(Collected data entries)
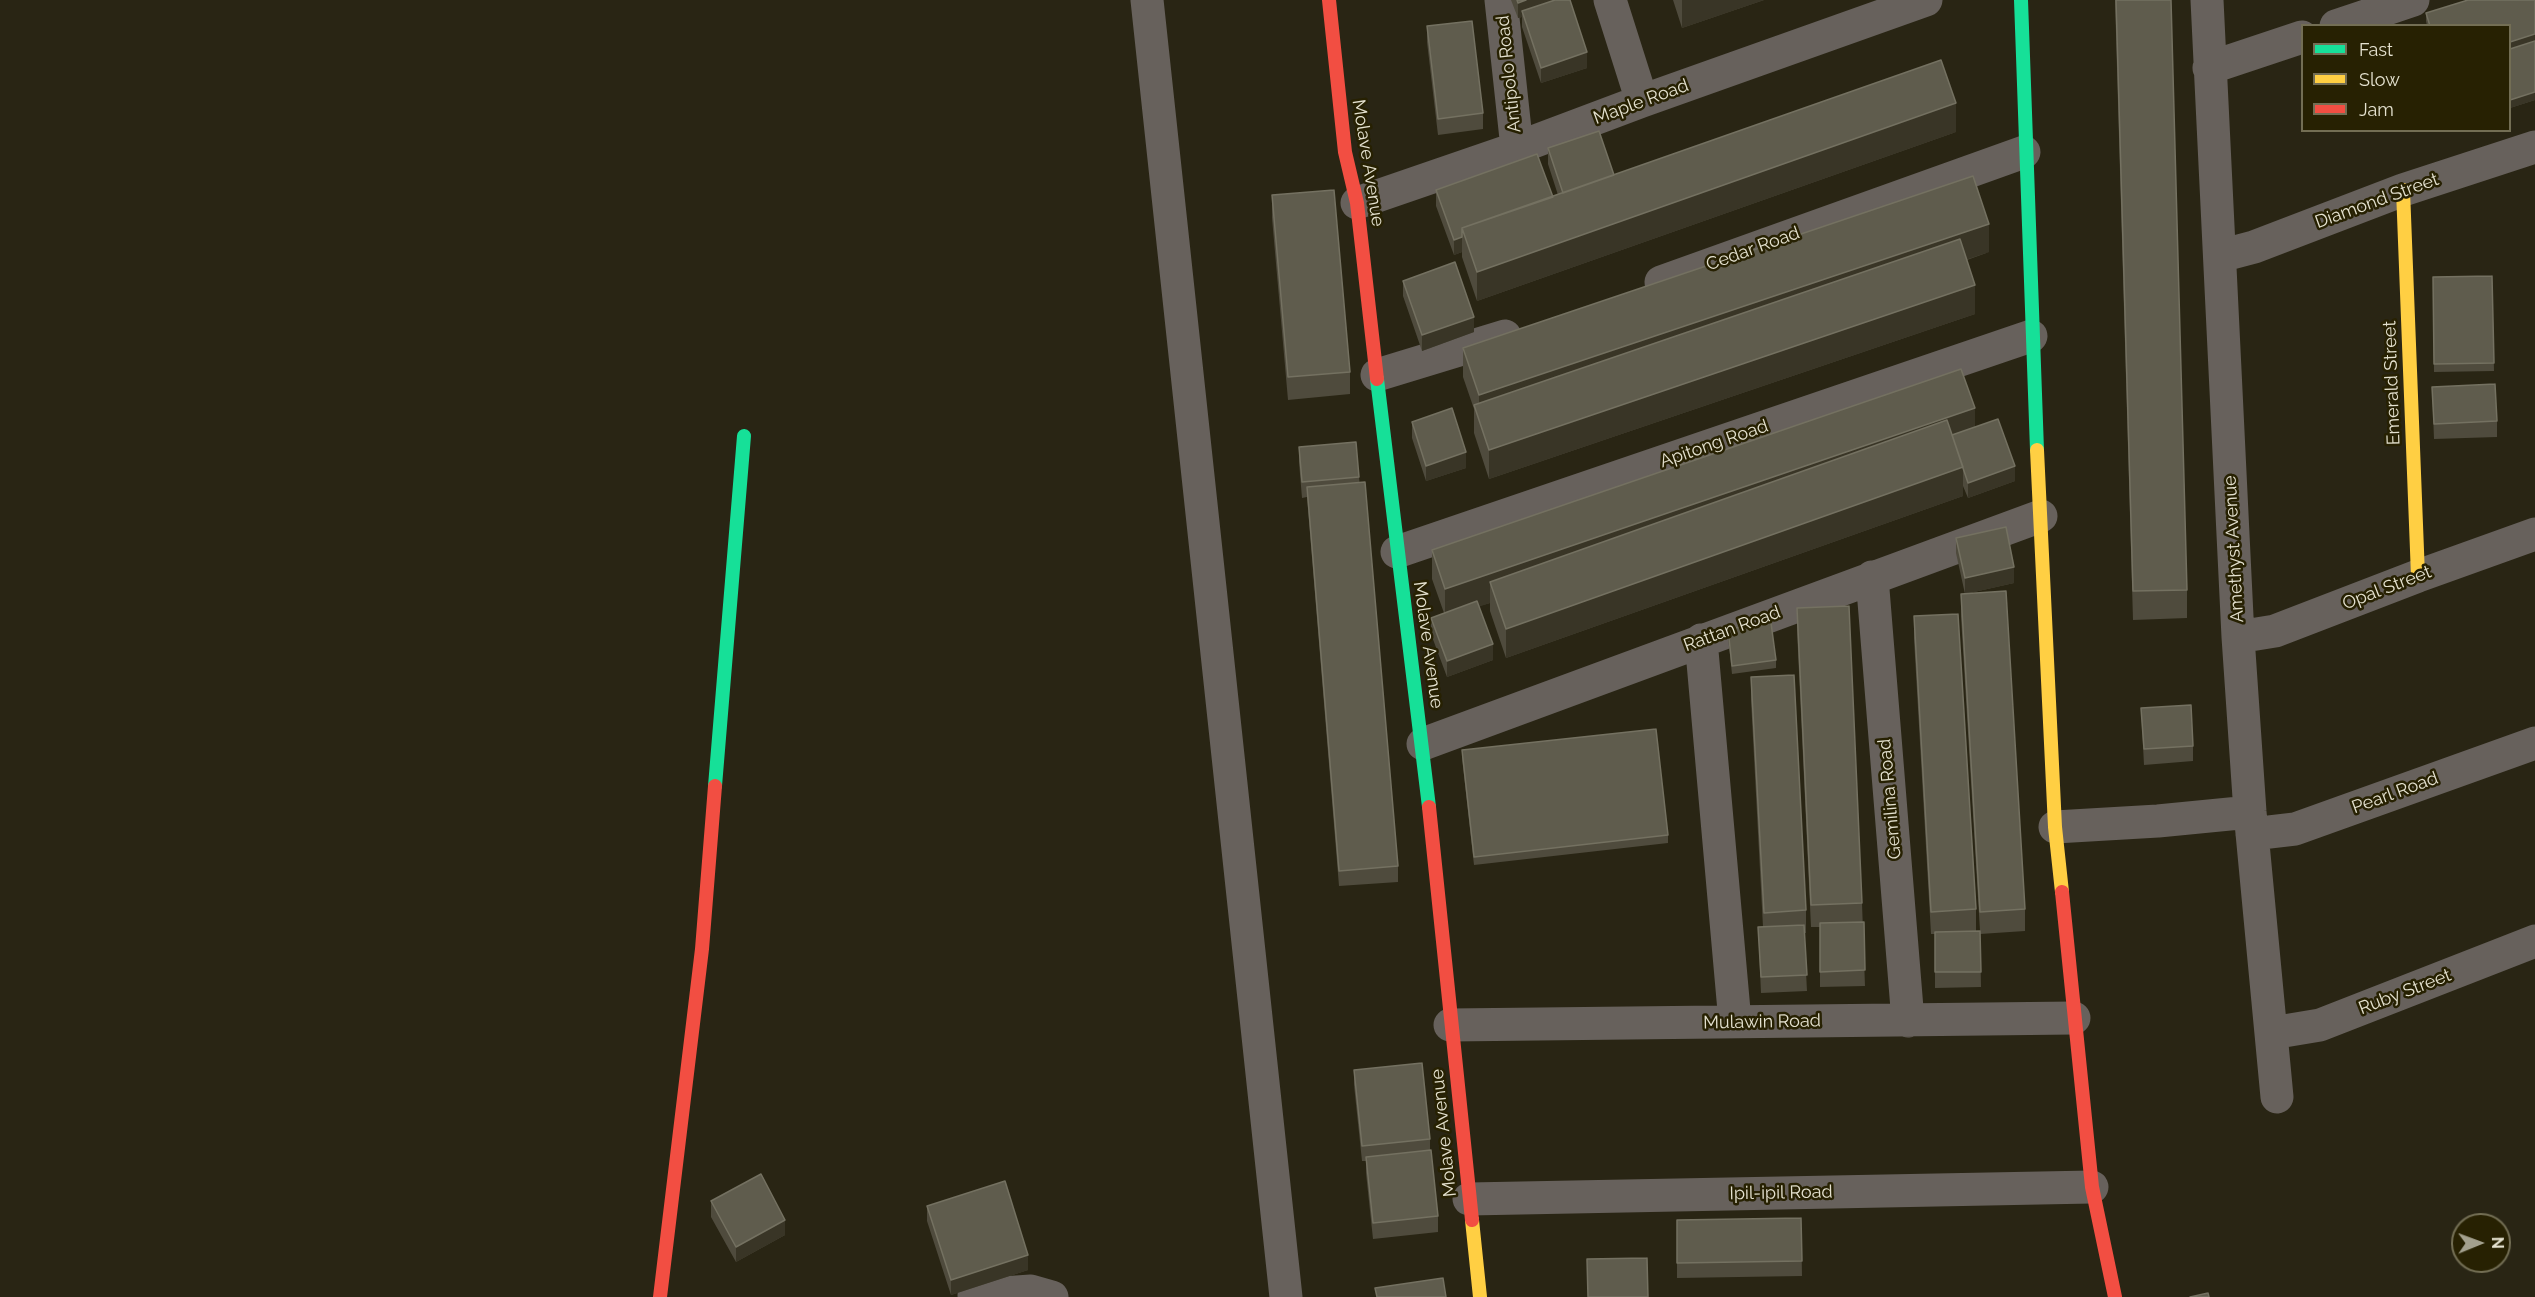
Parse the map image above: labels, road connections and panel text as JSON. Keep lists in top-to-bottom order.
{
  "streets": {
    "street": [
      "Antipolo Road",
      "Maple Road",
      "Molave Avenue",
      "Diamond Street",
      "Cedar Road",
      "Emerald Street",
      "Apitong Road",
      "Amethyst Avenue",
      "Opal Street",
      "Rattan Road",
      "Pearl Road",
      "Gemilina Road",
      "Ruby Street",
      "Mulawin Road",
      "Ipil-ipil Road"
    ]
  },
  "crossings": [
    ["Antipolo Road", "Maple Road"],
    ["Maple Road", "Molave Avenue"],
    ["Molave Avenue", "Apitong Road"],
    ["Molave Avenue", "Rattan Road"],
    ["Molave Avenue", "Mulawin Road"],
    ["Molave Avenue", "Ipil-ipil Road"],
    ["Diamond Street", "Emerald Street"],
    ["Diamond Street", "Amethyst Avenue"],
    ["Emerald Street", "Opal Street"],
    ["Amethyst Avenue", "Opal Street"],
    ["Amethyst Avenue", "Pearl Road"],
    ["Amethyst Avenue", "Ruby Street"],
    ["Rattan Road", "Gemilina Road"],
    ["Gemilina Road", "Mulawin Road"]
  ],
  "legend": ["Fast", "Slow", "Jam"],
  "north": "right"
}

Work required: With the pictures excluded, the records are to be reproduced exactly.

Written answer:
Parse the map image above: labels, road connections and panel text as JSON. Keep lists in top-to-bottom order.
{
  "streets": {
    "street": [
      "Antipolo Road",
      "Maple Road",
      "Molave Avenue",
      "Diamond Street",
      "Cedar Road",
      "Emerald Street",
      "Apitong Road",
      "Amethyst Avenue",
      "Opal Street",
      "Rattan Road",
      "Pearl Road",
      "Gemilina Road",
      "Ruby Street",
      "Mulawin Road",
      "Ipil-ipil Road"
    ]
  },
  "crossings": [
    ["Antipolo Road", "Maple Road"],
    ["Maple Road", "Molave Avenue"],
    ["Molave Avenue", "Apitong Road"],
    ["Molave Avenue", "Rattan Road"],
    ["Molave Avenue", "Mulawin Road"],
    ["Molave Avenue", "Ipil-ipil Road"],
    ["Diamond Street", "Emerald Street"],
    ["Diamond Street", "Amethyst Avenue"],
    ["Emerald Street", "Opal Street"],
    ["Amethyst Avenue", "Opal Street"],
    ["Amethyst Avenue", "Pearl Road"],
    ["Amethyst Avenue", "Ruby Street"],
    ["Rattan Road", "Gemilina Road"],
    ["Gemilina Road", "Mulawin Road"]
  ],
  "legend": ["Fast", "Slow", "Jam"],
  "north": "right"
}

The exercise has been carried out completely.